Nottingham, Oct 2017
A bank heist is one of the classic escape room themes, and Heistakes is Escapologic’s take on the genre. The venue aims for immersion and realism, and they start that off with something impressive and highly theme-appropriate, that I haven’t seen used in any other UK escape room.
The plot is that you are ‘team B’, attempting to complete the heist that a prior ‘team A’ failed, with help from a ‘team C’ of hackers who provide computer-based support, hacking into the bank’s systems and communicating with you through their computer terminals. This idea is a stroke of genius, forming the basis of some of the game’s more memorable puzzles and simultaneously providing a hint system that fits perfectly into the setting. Messages from the off-site hacker team are sometimes helpful and sometimes just entertainingly snarky, providing clues in a way that increases immersion instead of breaking it.
The puzzle style is naturalistic throughout, though with a few tongue-in-cheek jokes sprinkled in, and some very cool pieces of equipment. Much of the game felt a bit empty, with surprisingly few items to investigate and experiment with, though a clean sterile appearance is suitable for a bank vault; and I enjoyed having a very well-lit space to play in.
There were a number of small issues with the game that both our teams noticed, such as a dead LED, but which bothered the first team much more than the second. I suspect the difference was mainly because the first team’s game had had an early glitch with something not opening when it should have, with the result that their confidence in the room had been shaken causing them to view the rest with a more critical eye. Or perhaps it was due to the swift and skilful way the second team’s GM dealt with the bust LED, preventing it impacting on our experience.
For me the game had one glaring weakness, with a skill-based task that should have been a fantastic highlight. It looked very impressive, fitted the theme and story perfectly, and was the sort of physical, co-operative task that I normally love. What put me off it was a combination of fiddly unresponsive controls and the sheer size of the task. With a shorter task the wonky controls would have been tolerable; with buttery smooth controls the size of the task would have been manageable; but in combination it became a tedious frustrating chore.

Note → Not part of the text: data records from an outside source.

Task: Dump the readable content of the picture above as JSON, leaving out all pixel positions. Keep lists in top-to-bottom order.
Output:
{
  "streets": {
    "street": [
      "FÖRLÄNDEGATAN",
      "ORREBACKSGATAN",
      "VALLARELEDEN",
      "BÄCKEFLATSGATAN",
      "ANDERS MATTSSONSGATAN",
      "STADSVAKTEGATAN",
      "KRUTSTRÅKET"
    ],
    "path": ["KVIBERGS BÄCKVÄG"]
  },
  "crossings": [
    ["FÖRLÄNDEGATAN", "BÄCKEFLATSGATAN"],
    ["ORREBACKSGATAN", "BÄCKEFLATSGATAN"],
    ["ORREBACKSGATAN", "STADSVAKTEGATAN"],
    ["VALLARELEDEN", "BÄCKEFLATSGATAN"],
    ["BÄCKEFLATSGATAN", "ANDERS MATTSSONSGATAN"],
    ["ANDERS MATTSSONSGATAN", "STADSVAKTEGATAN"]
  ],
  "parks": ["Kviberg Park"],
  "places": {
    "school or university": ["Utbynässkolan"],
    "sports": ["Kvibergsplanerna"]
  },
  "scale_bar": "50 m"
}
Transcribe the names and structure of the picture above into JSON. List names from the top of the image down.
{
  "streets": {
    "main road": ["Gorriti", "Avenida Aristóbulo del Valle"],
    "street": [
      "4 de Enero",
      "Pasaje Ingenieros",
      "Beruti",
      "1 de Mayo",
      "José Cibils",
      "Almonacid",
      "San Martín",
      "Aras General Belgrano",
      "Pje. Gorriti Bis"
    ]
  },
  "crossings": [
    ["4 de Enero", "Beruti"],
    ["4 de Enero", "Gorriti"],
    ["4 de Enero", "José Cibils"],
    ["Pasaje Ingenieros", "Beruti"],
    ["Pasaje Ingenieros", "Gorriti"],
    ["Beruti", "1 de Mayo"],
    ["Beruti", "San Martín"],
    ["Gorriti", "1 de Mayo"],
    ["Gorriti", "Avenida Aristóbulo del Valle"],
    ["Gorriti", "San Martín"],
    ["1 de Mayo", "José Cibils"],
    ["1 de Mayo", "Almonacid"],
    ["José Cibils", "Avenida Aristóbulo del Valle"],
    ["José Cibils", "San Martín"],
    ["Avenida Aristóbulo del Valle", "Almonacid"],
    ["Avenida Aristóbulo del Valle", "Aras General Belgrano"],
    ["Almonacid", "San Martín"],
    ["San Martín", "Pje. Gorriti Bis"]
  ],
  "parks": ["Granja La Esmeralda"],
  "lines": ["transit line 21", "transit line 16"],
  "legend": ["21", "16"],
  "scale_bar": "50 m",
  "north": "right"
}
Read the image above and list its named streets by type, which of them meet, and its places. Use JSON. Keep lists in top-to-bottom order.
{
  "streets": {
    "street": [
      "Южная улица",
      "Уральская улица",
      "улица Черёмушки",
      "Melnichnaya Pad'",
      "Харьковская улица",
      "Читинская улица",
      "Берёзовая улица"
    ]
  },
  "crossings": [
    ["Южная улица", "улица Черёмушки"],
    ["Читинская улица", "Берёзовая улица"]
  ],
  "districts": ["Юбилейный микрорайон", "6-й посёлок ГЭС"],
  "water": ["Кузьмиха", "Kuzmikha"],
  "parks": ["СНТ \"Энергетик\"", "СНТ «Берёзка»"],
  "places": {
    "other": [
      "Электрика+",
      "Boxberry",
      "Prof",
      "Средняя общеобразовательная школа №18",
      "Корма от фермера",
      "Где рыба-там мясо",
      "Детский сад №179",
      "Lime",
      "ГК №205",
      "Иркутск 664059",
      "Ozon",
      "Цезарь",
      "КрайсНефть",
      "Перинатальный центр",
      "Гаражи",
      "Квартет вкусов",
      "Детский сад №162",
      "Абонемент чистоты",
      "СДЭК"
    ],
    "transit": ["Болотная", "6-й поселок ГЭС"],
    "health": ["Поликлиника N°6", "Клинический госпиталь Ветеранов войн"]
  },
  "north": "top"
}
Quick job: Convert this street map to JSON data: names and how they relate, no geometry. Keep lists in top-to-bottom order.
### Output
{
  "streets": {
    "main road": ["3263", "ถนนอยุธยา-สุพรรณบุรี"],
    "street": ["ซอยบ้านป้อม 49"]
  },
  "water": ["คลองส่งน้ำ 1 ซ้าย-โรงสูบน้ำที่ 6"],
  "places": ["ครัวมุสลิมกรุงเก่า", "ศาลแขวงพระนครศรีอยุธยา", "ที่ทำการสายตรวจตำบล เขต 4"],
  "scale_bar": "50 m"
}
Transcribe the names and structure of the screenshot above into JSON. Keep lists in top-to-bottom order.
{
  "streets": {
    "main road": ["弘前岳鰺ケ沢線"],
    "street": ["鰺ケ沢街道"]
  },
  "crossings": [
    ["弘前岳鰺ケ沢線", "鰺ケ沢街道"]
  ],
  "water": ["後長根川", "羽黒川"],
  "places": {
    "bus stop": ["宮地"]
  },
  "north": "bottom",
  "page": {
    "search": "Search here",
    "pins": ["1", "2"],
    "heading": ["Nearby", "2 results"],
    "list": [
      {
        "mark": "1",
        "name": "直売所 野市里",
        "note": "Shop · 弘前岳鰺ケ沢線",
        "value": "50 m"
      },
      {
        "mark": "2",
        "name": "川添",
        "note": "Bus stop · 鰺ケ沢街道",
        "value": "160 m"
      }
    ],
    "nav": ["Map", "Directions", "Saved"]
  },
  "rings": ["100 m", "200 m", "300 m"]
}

What makes it more painful is that only three people can work on it at once, so any additional players are stuck watching for the duration. The host said typical solving times for this step varied from as low as three minutes to as much as half an hour; we were closer to the latter than the former, but had we been twice as fast I’d still have felt it had considerably outstayed its welcome.
That’s a shame, since it leaves us judging the game rather more harshly than it otherwise deserves. It has a number of really top-notch ideas and components coupled with an admirable dedication to immersion, story and realism that I notice much more in retrospect than I was able to appreciate at the game’s end. We appear to have not always had the best of luck with our visits to Escapologic, and as with a couple of our other reviews of their games I’m rating it based on what I believe is the underlying strength of the game rather than how smoothly (or otherwise) our experience went.